High house prices and the rise of flexible working have resulted in a growing number of Londoners leaving the city for pastures new.
New data shows record numbers of Londoners are buying homes elsewhere, with Surrey, Hertfordshire and Kent the most popular locations.
Here, Which? explains why people are leaving London, and reveals the places they are most commonly buying homes.
New data from the estate agent Hamptons shows 61,830 Londoners bought a home outside the city in the first half of 2021, the highest number since records began in 2006.
Hamptons says the rise of flexible working and the cost of buying a home in the capital are the main factors behind the increase.
Aneisha Beveridge of Hamptons told Which?: 'Despite lockdowns easing and offices and restaurants reopening, Londoners have continued to re-evaluate where they want to live, with many bringing future-planned moves forward.
'Much of the uplift in Londoners looking outside the M25 over the last year has come from those buying their first home. The capital's loss has been the Home Counties gain.'
In total, 49,470 first-time buyers and home movers left the capital to buy a home elsewhere in the country, spending an average of £318,300 on properties.

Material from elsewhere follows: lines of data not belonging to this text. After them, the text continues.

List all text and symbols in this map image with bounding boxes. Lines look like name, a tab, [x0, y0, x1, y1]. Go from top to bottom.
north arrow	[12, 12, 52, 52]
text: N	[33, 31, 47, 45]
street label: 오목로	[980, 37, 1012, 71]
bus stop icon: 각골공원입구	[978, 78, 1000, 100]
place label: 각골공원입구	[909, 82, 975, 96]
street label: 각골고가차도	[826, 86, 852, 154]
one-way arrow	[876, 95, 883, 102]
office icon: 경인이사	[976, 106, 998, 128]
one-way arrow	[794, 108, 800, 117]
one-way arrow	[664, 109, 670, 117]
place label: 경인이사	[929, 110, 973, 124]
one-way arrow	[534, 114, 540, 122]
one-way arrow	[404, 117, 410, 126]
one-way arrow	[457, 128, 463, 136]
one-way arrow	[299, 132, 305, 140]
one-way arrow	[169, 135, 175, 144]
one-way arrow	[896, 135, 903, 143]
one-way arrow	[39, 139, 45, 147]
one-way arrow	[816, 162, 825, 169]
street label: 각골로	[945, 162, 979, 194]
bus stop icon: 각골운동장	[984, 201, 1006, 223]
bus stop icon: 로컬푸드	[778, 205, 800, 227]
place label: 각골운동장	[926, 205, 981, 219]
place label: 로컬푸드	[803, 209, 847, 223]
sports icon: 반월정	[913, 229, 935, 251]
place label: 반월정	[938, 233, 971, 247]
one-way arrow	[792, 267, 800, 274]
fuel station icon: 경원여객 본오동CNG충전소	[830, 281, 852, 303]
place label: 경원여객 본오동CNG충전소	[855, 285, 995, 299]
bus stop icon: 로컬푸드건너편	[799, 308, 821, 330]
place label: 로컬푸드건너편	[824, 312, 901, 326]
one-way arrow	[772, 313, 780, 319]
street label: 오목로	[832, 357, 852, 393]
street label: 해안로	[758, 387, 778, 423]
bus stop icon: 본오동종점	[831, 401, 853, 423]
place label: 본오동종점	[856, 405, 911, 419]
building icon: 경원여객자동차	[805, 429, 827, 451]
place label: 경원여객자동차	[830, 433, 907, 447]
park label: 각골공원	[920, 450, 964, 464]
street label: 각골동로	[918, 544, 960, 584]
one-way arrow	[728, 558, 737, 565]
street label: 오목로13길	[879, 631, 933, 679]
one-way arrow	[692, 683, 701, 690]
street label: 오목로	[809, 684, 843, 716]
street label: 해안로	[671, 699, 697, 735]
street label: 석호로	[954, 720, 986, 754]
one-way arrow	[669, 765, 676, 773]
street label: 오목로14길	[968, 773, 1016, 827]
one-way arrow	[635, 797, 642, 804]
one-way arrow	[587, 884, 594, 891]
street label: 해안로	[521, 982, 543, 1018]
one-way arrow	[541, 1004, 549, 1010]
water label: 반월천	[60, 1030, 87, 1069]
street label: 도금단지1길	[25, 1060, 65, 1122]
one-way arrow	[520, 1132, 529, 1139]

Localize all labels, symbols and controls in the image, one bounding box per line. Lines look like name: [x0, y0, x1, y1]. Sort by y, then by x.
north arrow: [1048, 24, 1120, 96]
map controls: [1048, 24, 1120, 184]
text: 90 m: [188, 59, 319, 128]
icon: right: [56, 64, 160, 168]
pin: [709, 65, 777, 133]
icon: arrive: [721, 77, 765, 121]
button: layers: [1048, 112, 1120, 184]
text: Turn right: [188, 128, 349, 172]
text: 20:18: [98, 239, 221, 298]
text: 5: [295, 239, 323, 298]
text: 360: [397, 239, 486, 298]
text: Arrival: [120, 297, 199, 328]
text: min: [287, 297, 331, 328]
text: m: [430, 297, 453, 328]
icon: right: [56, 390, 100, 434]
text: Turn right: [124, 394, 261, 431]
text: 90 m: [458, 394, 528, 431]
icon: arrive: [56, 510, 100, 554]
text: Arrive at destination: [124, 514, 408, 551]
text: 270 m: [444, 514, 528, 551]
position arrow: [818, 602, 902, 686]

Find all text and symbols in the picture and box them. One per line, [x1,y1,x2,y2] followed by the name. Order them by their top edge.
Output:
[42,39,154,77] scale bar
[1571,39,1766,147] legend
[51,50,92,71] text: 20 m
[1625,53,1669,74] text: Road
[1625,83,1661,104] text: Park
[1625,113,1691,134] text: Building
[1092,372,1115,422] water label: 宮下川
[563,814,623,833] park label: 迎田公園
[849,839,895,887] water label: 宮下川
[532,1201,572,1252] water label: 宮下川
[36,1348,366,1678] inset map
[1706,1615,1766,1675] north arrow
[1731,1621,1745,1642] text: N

On average, Londoners bought properties 35 miles outside of the city, up from 31 miles before the pandemic.
First-time buyers moved the shortest distance, perhaps reflecting their need to still be able to commute into London for work.
Holiday home buyers looking for coastal retreats and investors seeking higher rental yields bought properties further away from the city.
|Type of buyer||Distance away from London|
|First-time buyer||22 miles|
|Existing homeowners||32 miles|
|Second-home/holiday home buyers||96 miles|
|Buy-to-let investors||109 miles|
The majority of people leaving London bought a property in southern England, with the South East and East of England most common.
Just 8% of Londoners bought properties in other regions, with investors making up the lion's share of this figure.
Hamptons analysed which local authorities had the highest proportion of buyers from London in the first half of the year.
Londoners accounted for more than half of buyers in eight local authorities, with Tandridge in Surrey topping the list.
Tandridge is home to popular towns such as Caterham and Oxted (pictured). 67% of buyers in Tandridge in the first half of the year came from London.
Hertfordshire featured heavily on the list of most popular places for London movers, with four representatives in the top 10.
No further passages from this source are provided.